The electrostatic latent image developing toner of the present invention is a toner for electrostatic latent image development containing toner particles comprising toner base particles containing at least a colorant and external additives attached to the surface of the toner base particles. In addition, as the external additive, at least the number average primary particle diameter was within a range of 10 to 50 nm and was hydrophobized with an alkylalkoxysilane having a structure represented by the following general formula (1) . It contains two types of silica particles: silica particles A and silica particles B having a number average primary particle diameter in the range of 10 to 50 nm and hydrophobized with silazane.
Formula (1) R ¹ —Si (OR ² ) ₃
R ¹ : a linear alkyl group having 12 to 16 carbon atoms which may have a substituent R ² : a methyl group or an ethyl group

[Toner particles]
The toner particles according to the present invention include toner base particles containing at least a colorant and external additives attached to the surface of the toner base particles.

<Toner base particles>
The toner base particles according to the present invention are not particularly limited as long as they contain a colorant, and known toners can be used. In particular, the toner base particles contain at least a binder resin, and the binder resin is at least crystalline. It is preferable to contain a functional resin.

<Colorant>
A known colorant can be used as the colorant.

  Specifically, examples of the colorant contained in the yellow toner include C.I. I. Solvent Yellow 19, 44, 77, 79, 81, 82, 93, 98, 103, 104, 112, 162, C.I. I. Pigment yellow 14, 17, 74, 93, 94, 138, 155, 180, 185, and the like. These can be used alone or in combination of two or more. Among these, C.I. I. Pigment Yellow 74 is preferable.

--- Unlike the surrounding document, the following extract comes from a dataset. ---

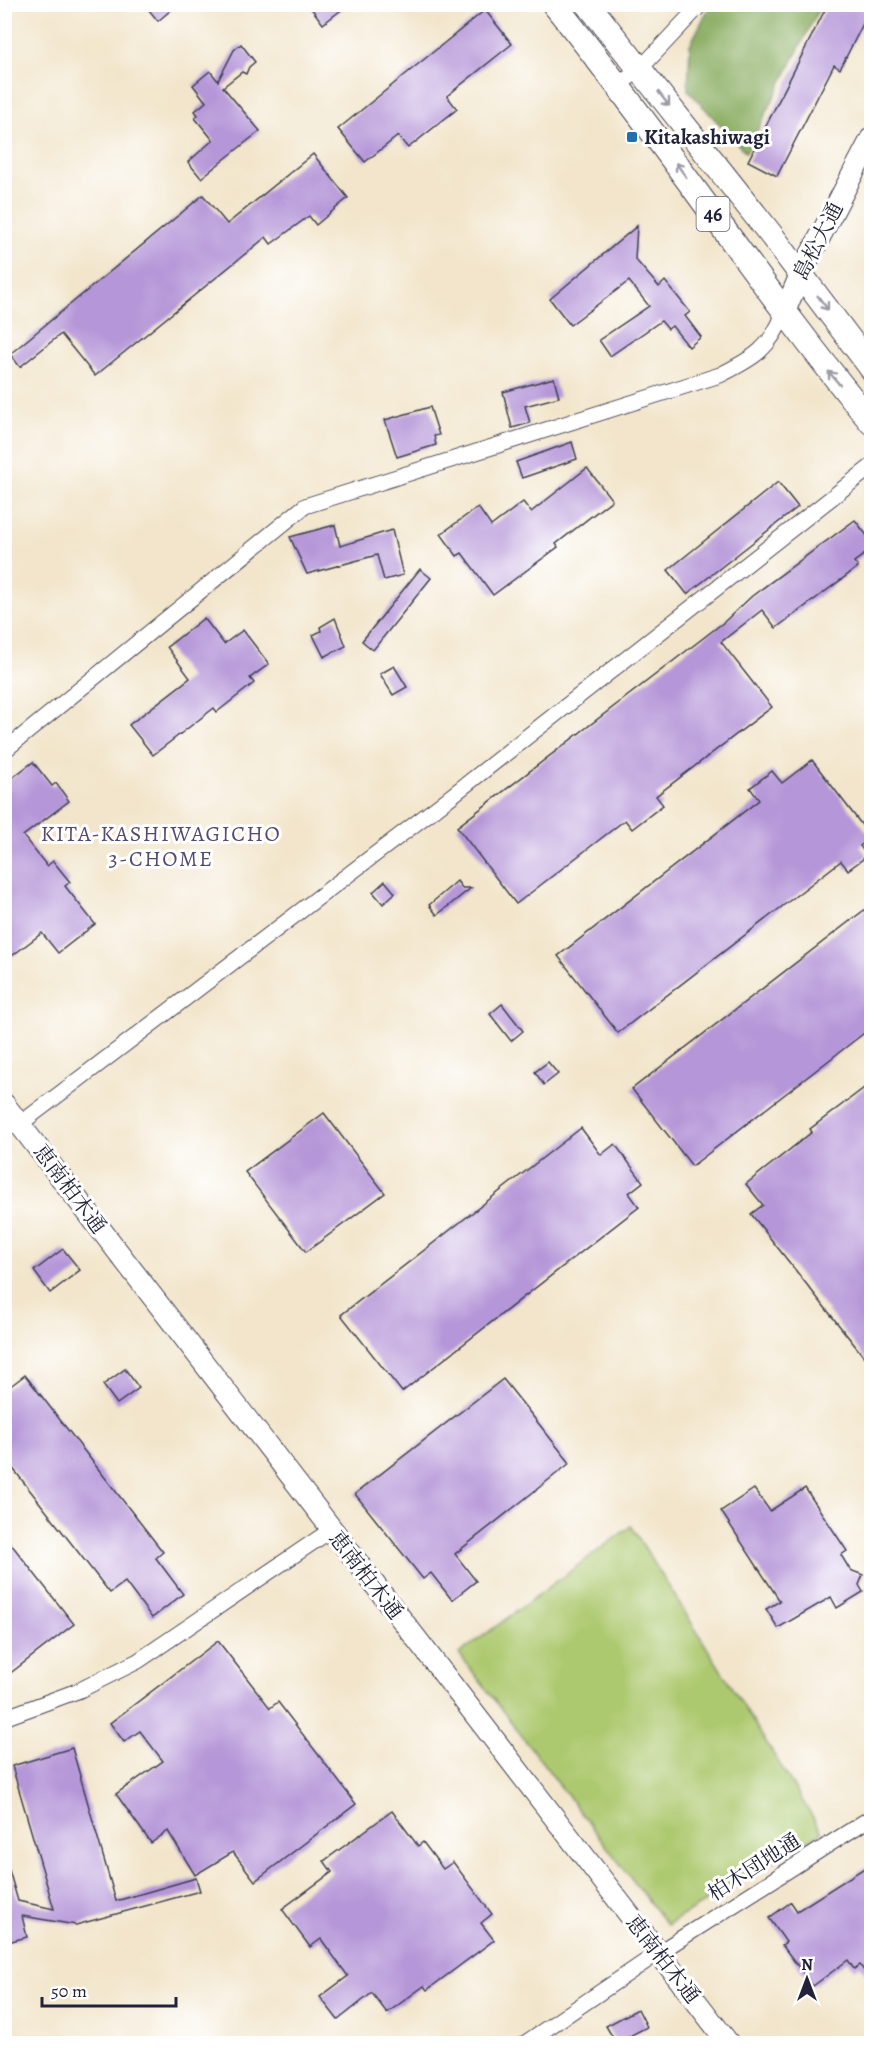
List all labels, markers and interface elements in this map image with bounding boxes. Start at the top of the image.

  The content of the colorant contained in the yellow toner is preferably 1 to 10 parts by mass, more preferably 2 to 8 parts by mass with respect to 100 parts by mass of the binder resin.

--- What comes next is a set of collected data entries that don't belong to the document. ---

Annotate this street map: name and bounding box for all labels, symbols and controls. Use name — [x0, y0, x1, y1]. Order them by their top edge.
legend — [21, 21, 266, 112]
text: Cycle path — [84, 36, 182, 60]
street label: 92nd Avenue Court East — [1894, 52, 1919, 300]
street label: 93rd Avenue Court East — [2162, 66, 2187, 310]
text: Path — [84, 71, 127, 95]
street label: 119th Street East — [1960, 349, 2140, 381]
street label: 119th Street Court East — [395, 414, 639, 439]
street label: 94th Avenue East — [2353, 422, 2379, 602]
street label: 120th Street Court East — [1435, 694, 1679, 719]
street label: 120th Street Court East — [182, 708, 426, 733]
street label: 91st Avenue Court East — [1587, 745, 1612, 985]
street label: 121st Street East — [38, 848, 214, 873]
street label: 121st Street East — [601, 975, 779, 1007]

  Specifically, examples of the colorant contained in the magenta toner include C.I. I. Solvent Red 1, 49, 52, 58, 63, 111, 122, C.I. I. Pigment Red 5, 48: 1, 53: 1, 57: 1, 122, 139, 144, 149, 166, 177, 178, 222, and the like. These can be used alone or in combination of two or more. Among these, C.I. I. Pigment Red 122 is preferable.

  The content of the colorant contained in the magenta toner is preferably 1 to 10 parts by mass, more preferably 2 to 8 parts by mass with respect to 100 parts by mass of the binder resin.

  Specifically, examples of the colorant contained in the cyan toner include C.I. I. Pigment blue 15: 3.

  The content of the colorant contained in the cyan toner is preferably 1 to 10 parts by mass, more preferably 2 to 8 parts by mass with respect to 100 parts by mass of the binder resin.

  Examples of the colorant contained in the black toner include carbon black, magnetic material, and titanium black. Examples of carbon black include channel black, furnace black, acetylene black, thermal black, and lamp black. Examples of magnetic materials include ferromagnetic metals such as iron, nickel, and cobalt, alloys containing these ferromagnetic metals, compounds of ferromagnetic metals such as ferrite and magnetite, and ferromagnetic materials that do not contain ferromagnetic metals but are heat treated. The alloy shown etc. are mentioned. Examples of alloys that exhibit ferromagnetism by heat treatment include Heusler alloys such as manganese-copper-aluminum and manganese-copper-tin, and chromium dioxide.

  The content of the colorant contained in the black toner is preferably 1 to 10 parts by mass, more preferably 2 to 8 parts by mass with respect to 100 parts by mass of the binder resin.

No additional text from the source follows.